Add a trendline to the plot above using ```stat_smooth()```.

In [None]:
# Now, let's just look at some specific months like July

davis %>%
  ? %>%
  group_by(year,mo) %>%
  summarise(mean_max_temp = max(temp)) %>%
  ggplot(aes(year, mean_max_temp)) + 
  geom_point() + 
  stat_smooth()

## Let's create a simple linear model

In [None]:
library(modelr) # this is a simple modeling library

davis_mod <- lm(mean ~ as.factor(mo), data= davis_monthly)

summary(davis_mod)

In [None]:
# plot model predictions

davis_monthly %>% 
  modelr::add_predictions(davis_mod) %>%
  ggplot(aes(year + mo/12, pred)) + 
  geom_line()

In [None]:
# plot residuals

davis_monthly %>% 
  modelr::add_residuals(davis_mod) %>%
  ggplot(aes(year + mo/12, resid)) + 
  geom_point()

In [None]:
# Now let's use an additive seasonal decomposition to look at the trend minus the seasonality

ts_davis_mo = ts(davis_monthly$mean, frequency = 12)
decompose_davis_mo = decompose(ts_davis_mo, "additive")



plot(as.ts(decompose_davis_mo$trend))
plot(as.ts(decompose_davis_mo$seasonal))
plot(as.ts(decompose_davis_mo$random))
plot(decompose_davis_mo)

In [None]:
# What is the ts function?
?ts 

In [None]:
?decompose # what time period is the code above using to remove seasonality?

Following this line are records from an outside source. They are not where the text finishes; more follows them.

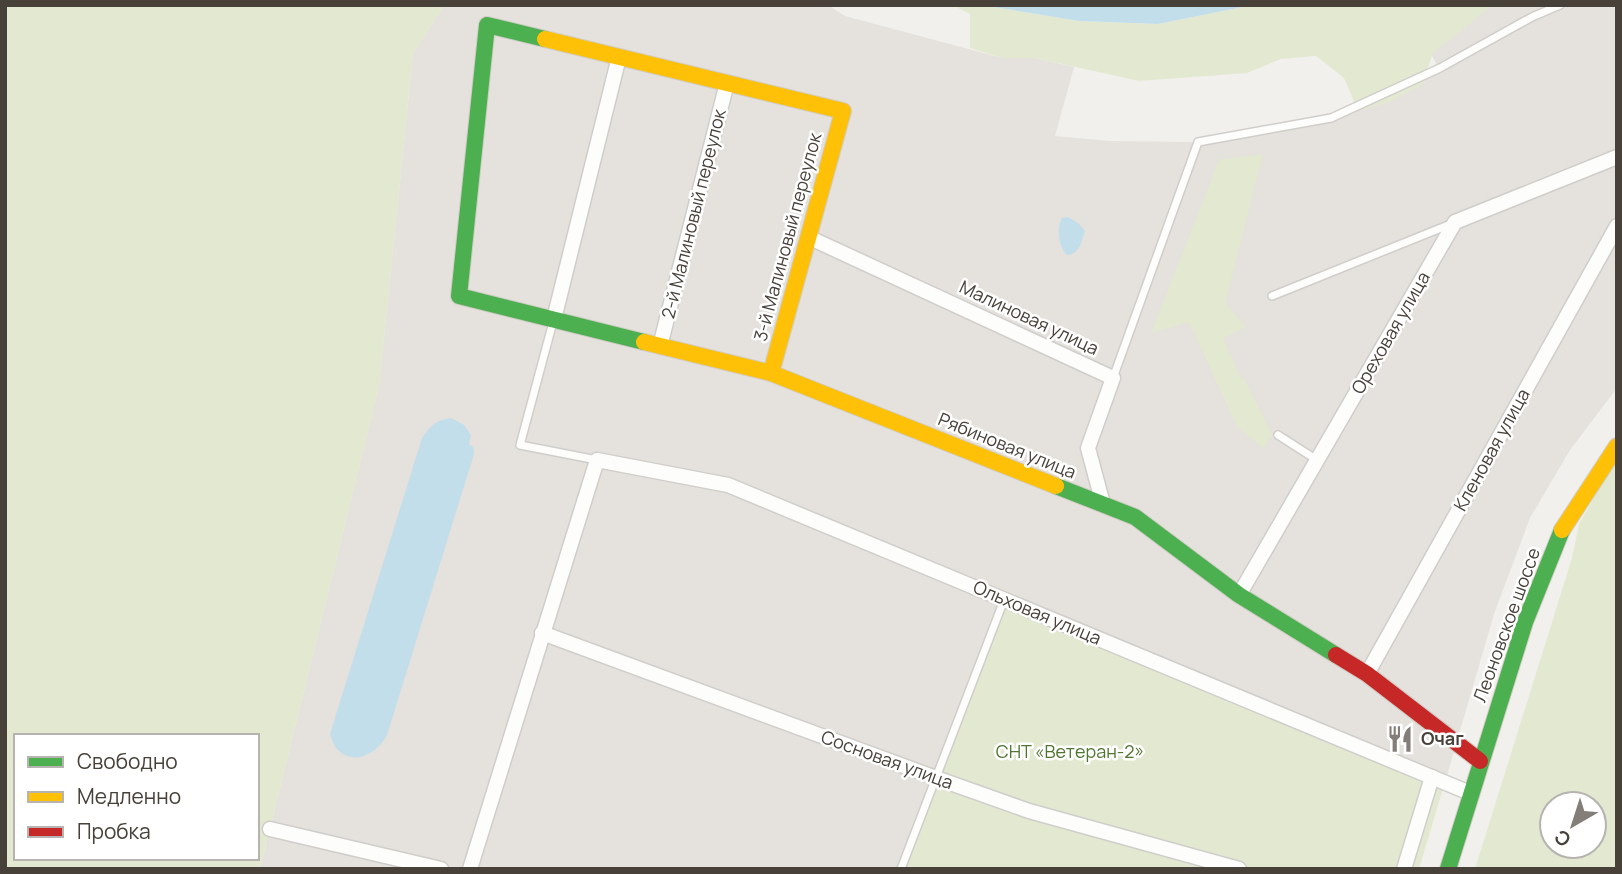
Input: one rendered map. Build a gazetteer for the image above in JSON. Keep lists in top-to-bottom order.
{
  "streets": {
    "street": [
      "2-й Малиновый переулок",
      "3-й Малиновый переулок",
      "Малиновая улица",
      "Ореховая улица",
      "Рябиновая улица",
      "Кленовая улица",
      "Ольховая улица",
      "Леоновское шоссе",
      "Сосновая улица"
    ]
  },
  "crossings": [
    ["2-й Малиновый переулок", "3-й Малиновый переулок"],
    ["2-й Малиновый переулок", "Рябиновая улица"],
    ["3-й Малиновый переулок", "Малиновая улица"],
    ["3-й Малиновый переулок", "Рябиновая улица"],
    ["Ореховая улица", "Рябиновая улица"],
    ["Рябиновая улица", "Кленовая улица"],
    ["Рябиновая улица", "Леоновское шоссе"],
    ["Ольховая улица", "Леоновское шоссе"]
  ],
  "parks": ["СНТ «Ветеран-2»"],
  "places": {
    "restaurant": ["Очаг"]
  },
  "legend": ["Свободно", "Медленно", "Пробка"],
  "north": "bottom left"
}
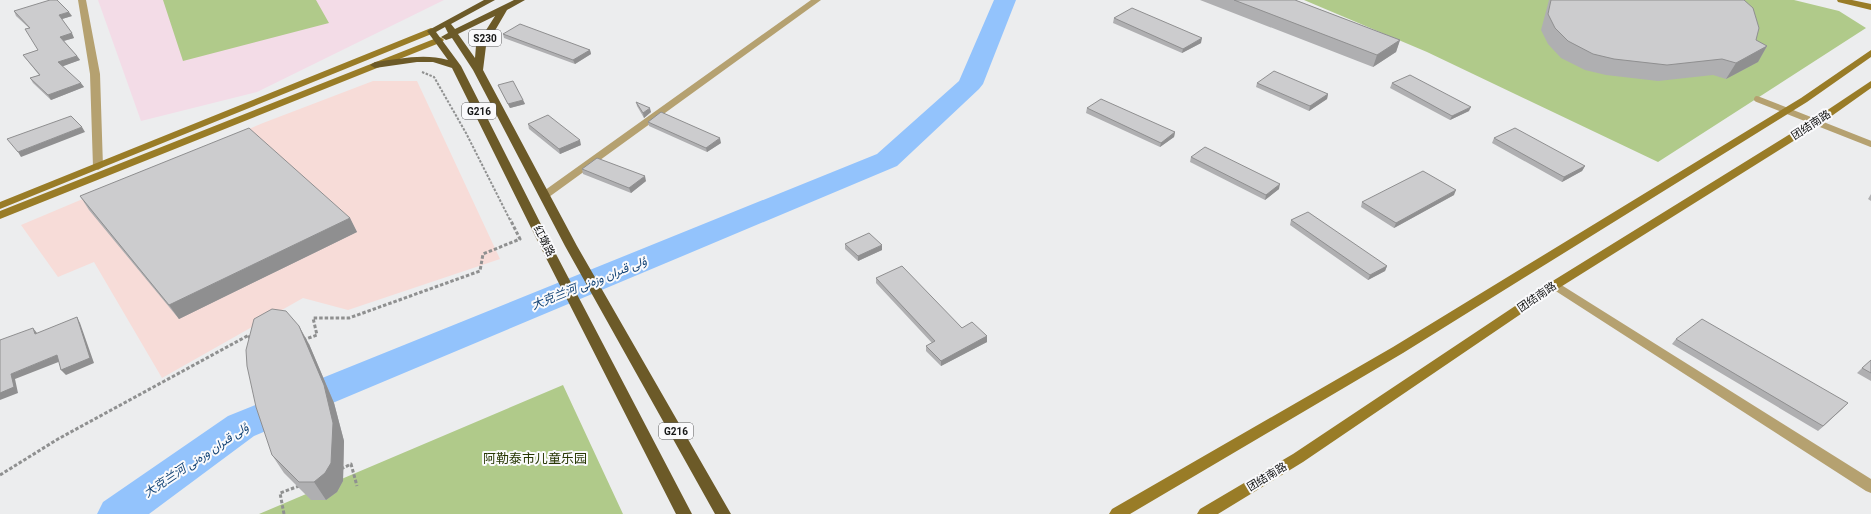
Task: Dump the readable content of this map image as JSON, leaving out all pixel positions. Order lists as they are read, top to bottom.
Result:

## As a final example, let's look at how to bring maps into our plots

In [None]:
library(maps) # the maps library to plot geo data

# create a base plot to draw on
p <- ggplot() +
  coord_fixed() +
  xlab("") +
  ylab("")

# get the state data to draw state map
us_map <- map_data("state")
az_map <- subset(us_map, us_map$region=="arizona")

# create the base az map 
base_az_map <- p + geom_polygon(data=az_map, aes(x=long, y=lat, group=group), 
                                     colour="light blue", fill="light blue")

# filter for just the unique stations lat and longs
azgsod %>%
  select(name, lat, lon) %>%
  unique() -> az_station_locs

# add the station locations to the base plot and base Arizona map
base_az_map +
  geom_point(data=az_station_locs, aes(x=lon, y=lat), color="dark blue", size=3, alpha=.2)

# What does this plot show you?
# How might you want to add to it to better understand the data?